[Collected data entries]
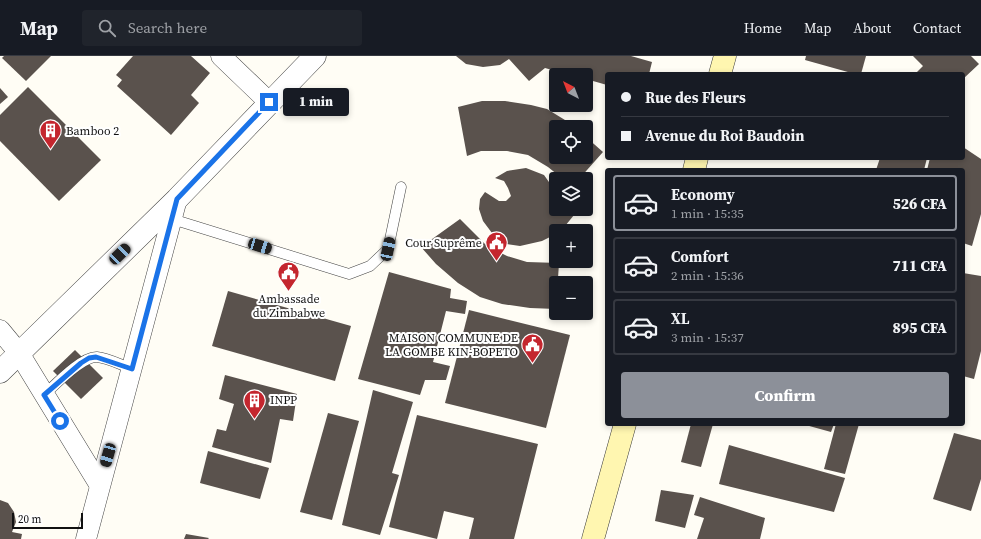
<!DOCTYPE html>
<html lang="en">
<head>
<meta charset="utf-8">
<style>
  body { margin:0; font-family:"Source Serif 4",serif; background:#20242c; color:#f1f3f6; height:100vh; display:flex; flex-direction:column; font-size:15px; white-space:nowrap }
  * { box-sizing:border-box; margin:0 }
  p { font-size:13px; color:#9ea1a6 }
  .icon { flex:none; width:22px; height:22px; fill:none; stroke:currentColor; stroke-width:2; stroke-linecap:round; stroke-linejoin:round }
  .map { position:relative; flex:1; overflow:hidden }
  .details { position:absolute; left:605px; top:112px; width:360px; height:258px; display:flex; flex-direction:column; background:#171b24; border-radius:4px; box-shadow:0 2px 6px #0003 }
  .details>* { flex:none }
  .top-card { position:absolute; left:605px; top:16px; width:360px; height:88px; border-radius:4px; box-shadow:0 2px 6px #0003; display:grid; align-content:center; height:88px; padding:0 16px; background:#171b24 }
  .needle { width:26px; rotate:318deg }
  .buttons { position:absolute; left:549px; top:12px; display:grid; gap:8px }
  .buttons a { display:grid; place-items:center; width:44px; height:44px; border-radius:4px; background:#171b24; box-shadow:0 2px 6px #0003; font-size:20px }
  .scale { position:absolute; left:12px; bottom:10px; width:71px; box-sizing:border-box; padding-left:4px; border:2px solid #111; border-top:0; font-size:11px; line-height:14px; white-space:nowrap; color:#111; -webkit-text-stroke:3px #fff; paint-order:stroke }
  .end { position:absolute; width:18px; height:18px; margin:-9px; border:5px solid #1a73e8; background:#fff; box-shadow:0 0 0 2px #fff }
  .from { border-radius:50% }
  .bubble { position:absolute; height:28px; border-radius:4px; background:#171b24; box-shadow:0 2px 6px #0003; font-size:13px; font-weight:800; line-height:28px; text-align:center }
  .car { position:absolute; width:12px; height:24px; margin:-12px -6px; border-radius:5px; box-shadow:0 0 3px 1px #0007; background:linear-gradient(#222 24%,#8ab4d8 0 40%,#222 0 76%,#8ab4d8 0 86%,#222 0) }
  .top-card b { display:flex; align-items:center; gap:14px; height:38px; font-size:15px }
  .top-card b+b { border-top:1px solid #363941 }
  .top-card i { width:10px; height:10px; background:#f1f3f6 }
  ul { padding:7px 0 0; list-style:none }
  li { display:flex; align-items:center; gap:12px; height:56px; margin:0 8px 6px; padding:0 8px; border:2px solid #363941; border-radius:4px }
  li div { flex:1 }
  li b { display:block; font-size:15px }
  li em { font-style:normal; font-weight:800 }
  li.selected { border-color:#8c9099 }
  li>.icon { width:36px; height:36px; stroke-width:1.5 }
  .primary-button { display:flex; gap:8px; margin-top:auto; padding:8px 16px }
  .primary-button a { flex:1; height:46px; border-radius:4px; background:#8c9099; color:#fff; font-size:16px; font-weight:800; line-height:46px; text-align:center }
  header { display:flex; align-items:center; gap:24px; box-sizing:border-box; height:56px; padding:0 20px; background:#171b24; border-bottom:1px solid #363941 }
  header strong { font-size:19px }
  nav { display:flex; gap:22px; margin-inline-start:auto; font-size:14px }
  .search { width:280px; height:36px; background:#20242c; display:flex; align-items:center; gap:10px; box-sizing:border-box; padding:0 14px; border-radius:4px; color:#9ea1a6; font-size:15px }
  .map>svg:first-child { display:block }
</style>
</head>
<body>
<header>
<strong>Map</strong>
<div class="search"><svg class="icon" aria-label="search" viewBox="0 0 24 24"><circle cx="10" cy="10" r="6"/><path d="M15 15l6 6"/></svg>Search here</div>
<nav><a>Home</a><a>Map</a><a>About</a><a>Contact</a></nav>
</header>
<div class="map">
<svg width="981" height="483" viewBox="0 0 981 483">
  <rect width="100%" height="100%" fill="#fffdf5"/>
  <g fill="#5a524d">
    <path d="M 4,0 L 51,0 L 26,25 L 2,2 Z"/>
    <path d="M 133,0 L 191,0 L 210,17 L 191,39 L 199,47 L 171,79 L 117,30 L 122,24 L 116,19 Z"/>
    <path d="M 456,0 L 631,0 L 652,6 L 649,18 L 607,18 L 607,29 L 586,23 L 586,19 L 570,19 L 545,12 L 529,25 L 509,3 L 500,9 L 483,11 L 466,8 Z"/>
    <path d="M 806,0 L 866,0 L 861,18 L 855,18 L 805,4 Z"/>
    <path d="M 913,0 L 971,0 L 979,8 L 963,23 L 963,18 L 915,18 L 923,10 Z"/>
    <path d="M 28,31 L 101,104 L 59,145 L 0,85 L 0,59 Z"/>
    <path d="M 0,32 L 8,41 L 0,48 Z"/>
    <path d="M 482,45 L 505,45 L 531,49 L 547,53 L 565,64 L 574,71 L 556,71 L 556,101 L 586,101 L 586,81 L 603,96 L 579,123 L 563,123 L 548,111 L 528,99 L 507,95 L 481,95 L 467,100 L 458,51 Z"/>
    <path d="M 963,91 L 981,103 L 981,158 L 972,190 L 963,187 L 963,114 L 927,114 L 930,102 L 963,102 Z"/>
    <path d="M 880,102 L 927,102 L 924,114 L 876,114 Z"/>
    <path d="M 526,112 L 544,119 L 556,136 L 556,153 L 576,153 L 574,159 L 561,175 L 556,175 L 556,178 L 542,185 L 520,190 L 506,188 L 492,177 L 483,165 L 479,153 L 480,143 L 485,136 L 499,145 L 506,145 L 511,140 L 508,132 L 504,125 L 495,122 L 507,115 Z"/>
    <path d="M 460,163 L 487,190 L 507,200 L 527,206 L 559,207 L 556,253 L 530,252 L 502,248 L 480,241 L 458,227 L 436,208 L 421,191 Z"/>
    <path d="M 389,216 L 451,233 L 450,242 L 467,245 L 465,258 L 446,255 L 433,306 L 450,310 L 446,324 L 425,324 L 420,339 L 358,323 Z"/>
    <path d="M 963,217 L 981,220 L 981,295 L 974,323 L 963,320 Z"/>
    <path d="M 228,235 L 351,270 L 335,325 L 212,290 Z"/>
    <path d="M 469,254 L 570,279 L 546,372 L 445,347 Z"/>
    <path d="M 75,294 L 103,322 L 81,343 L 53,315 Z"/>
    <path d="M 225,319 L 297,338 L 293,365 L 280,363 L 271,407 L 212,391 L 217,373 L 226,375 L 234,348 L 219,343 Z"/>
    <path d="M 373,334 L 413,346 L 392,417 L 399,419 L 380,479 L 342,469 Z"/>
    <path d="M 328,357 L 359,365 L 332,464 L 300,456 Z"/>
    <path d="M 417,359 L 538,388 L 514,483 L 469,483 L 474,462 L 444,455 L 437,483 L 389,471 Z"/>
    <path d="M 691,368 L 713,368 L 701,411 L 681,406 Z"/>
    <path d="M 802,368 L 834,368 L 831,376 Z"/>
    <path d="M 836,368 L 859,368 L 845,418 L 824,413 Z"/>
    <path d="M 954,377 L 981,384 L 981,423 L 971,455 L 933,443 Z"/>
    <path d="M 729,389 L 845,422 L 834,456 L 719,428 Z"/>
    <path d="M 208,395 L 269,412 L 260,443 L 200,427 Z"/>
    <path d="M 661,434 L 694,439 L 685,472 L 655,465 Z"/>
    <path d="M 700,441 L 765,462 L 760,483 L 697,483 L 704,462 L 694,459 Z"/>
    <path d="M 0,444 L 8,447 L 14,456 L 16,466 L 12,476 L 22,478 L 21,483 L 0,483 Z"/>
    <path d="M 186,478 L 209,482 L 208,483 L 184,483 Z"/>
  </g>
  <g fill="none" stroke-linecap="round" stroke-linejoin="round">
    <defs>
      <g id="service">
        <path d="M 172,163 L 349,218 L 370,210 L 388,193 L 401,131"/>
        <path d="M 44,339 C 55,329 82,300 97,301 C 108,302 121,309 133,313"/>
      </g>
      <g id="minor">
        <path d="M 221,0 L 269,46"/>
        <path d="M 0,274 L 19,297 L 99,428"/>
        <path d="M 86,483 L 177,143"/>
      </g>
      <path id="tertiary" d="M 0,316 L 177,143 L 315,0"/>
      <g id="secondary">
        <path d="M 720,18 L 725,0"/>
        <path d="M 694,114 L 697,102"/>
        <path d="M 593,483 L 625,368"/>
      </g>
    </defs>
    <use href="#service" stroke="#444" stroke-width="11"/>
    <use href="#minor" stroke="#444" stroke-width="21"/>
    <use href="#tertiary" stroke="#444" stroke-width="23"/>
    <use href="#secondary" stroke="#333" stroke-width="23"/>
    <use href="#service" stroke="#fff" stroke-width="10"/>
    <use href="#minor" stroke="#fff" stroke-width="20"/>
    <use href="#tertiary" stroke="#fff" stroke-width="22"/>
    <use href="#secondary" stroke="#fff6b0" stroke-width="22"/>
  </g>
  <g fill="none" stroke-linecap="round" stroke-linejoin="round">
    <path stroke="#1a73e8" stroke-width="5" d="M 60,365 L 44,339 L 81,307 L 89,302 L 96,301 L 132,313 L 177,143 L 269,46"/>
  </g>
  <defs>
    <symbol id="building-pin" viewBox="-11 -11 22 30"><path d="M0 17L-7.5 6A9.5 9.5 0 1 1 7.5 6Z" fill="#c4262e" stroke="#fff"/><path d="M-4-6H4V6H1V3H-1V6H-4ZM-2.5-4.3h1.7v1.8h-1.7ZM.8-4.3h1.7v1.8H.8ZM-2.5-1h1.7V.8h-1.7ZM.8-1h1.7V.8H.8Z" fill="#fff"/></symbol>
    <symbol id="civic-pin" viewBox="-11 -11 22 30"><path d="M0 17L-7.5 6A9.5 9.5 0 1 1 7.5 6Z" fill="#c4262e" stroke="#fff"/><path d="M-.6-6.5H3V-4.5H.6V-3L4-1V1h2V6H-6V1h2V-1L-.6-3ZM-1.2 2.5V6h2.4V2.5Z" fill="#fff"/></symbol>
  </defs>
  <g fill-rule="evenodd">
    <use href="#building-pin" x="38" y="62" width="25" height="34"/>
    <use href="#civic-pin" x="484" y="174" width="25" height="34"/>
    <use href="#civic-pin" x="276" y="204" width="25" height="34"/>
    <use href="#civic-pin" x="520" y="276" width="25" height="34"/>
    <use href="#building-pin" x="242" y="332" width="25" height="34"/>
  </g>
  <g text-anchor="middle" stroke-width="4" stroke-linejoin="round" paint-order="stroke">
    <g font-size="12" fill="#111" stroke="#fff" text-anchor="start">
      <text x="66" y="79">Bamboo 2</text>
      <text x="482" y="191" text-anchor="end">Cour Suprême</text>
      <text x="289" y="247" text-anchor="middle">Ambassade<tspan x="289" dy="14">du Zimbabwe</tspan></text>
      <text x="518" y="286" text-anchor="end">MAISON COMMUNE DE<tspan x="518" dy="14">LA GOMBE KIN-BOPETO</tspan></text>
      <text x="270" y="348">INPP</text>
    </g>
  </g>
</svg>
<div class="buttons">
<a><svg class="needle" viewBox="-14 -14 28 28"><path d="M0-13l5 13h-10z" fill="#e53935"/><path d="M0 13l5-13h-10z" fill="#9ea1a6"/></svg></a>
<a><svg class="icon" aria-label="locate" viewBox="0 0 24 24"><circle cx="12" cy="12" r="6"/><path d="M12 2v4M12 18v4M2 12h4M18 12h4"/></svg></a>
<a><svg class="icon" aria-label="layers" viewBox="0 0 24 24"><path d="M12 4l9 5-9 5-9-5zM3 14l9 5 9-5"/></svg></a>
<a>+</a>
<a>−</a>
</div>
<div class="scale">20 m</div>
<i class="end from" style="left:60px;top:365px"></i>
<i class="end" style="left:269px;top:46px"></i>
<div class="bubble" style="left:283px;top:32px;width:66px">1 min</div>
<i class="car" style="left:260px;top:190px;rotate:107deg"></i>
<i class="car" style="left:388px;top:193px;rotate:12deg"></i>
<i class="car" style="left:120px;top:198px;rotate:46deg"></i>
<i class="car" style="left:108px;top:399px;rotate:196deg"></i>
<div class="top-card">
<b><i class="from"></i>Rue des Fleurs</b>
<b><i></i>Avenue du Roi Baudoin</b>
</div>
<section class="details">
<ul>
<li class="selected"><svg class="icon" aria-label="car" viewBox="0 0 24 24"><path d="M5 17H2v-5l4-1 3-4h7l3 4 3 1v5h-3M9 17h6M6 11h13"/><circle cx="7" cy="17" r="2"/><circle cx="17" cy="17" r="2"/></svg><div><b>Economy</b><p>1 min · 15:35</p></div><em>526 CFA</em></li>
<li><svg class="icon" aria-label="car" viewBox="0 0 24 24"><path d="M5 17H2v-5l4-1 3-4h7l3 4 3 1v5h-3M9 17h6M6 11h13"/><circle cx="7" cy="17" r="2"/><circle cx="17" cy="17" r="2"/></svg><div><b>Comfort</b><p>2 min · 15:36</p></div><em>711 CFA</em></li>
<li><svg class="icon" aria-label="car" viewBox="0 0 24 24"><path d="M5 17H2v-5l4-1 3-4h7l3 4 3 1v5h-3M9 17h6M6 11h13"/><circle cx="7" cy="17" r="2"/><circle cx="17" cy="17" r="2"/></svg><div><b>XL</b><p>3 min · 15:37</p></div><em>895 CFA</em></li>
</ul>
<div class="primary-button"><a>Confirm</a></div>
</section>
</div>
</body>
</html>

### EXERCISE PROMPT
For every line above that holds the word "bubble", report the whole line.

### ANSWER SECTION
  .bubble { position:absolute; height:28px; border-radius:4px; background:#171b24; box-shadow:0 2px 6px #0003; font-size:13px; font-weight:800; line-height:28px; text-align:center }
<div class="bubble" style="left:283px;top:32px;width:66px">1 min</div>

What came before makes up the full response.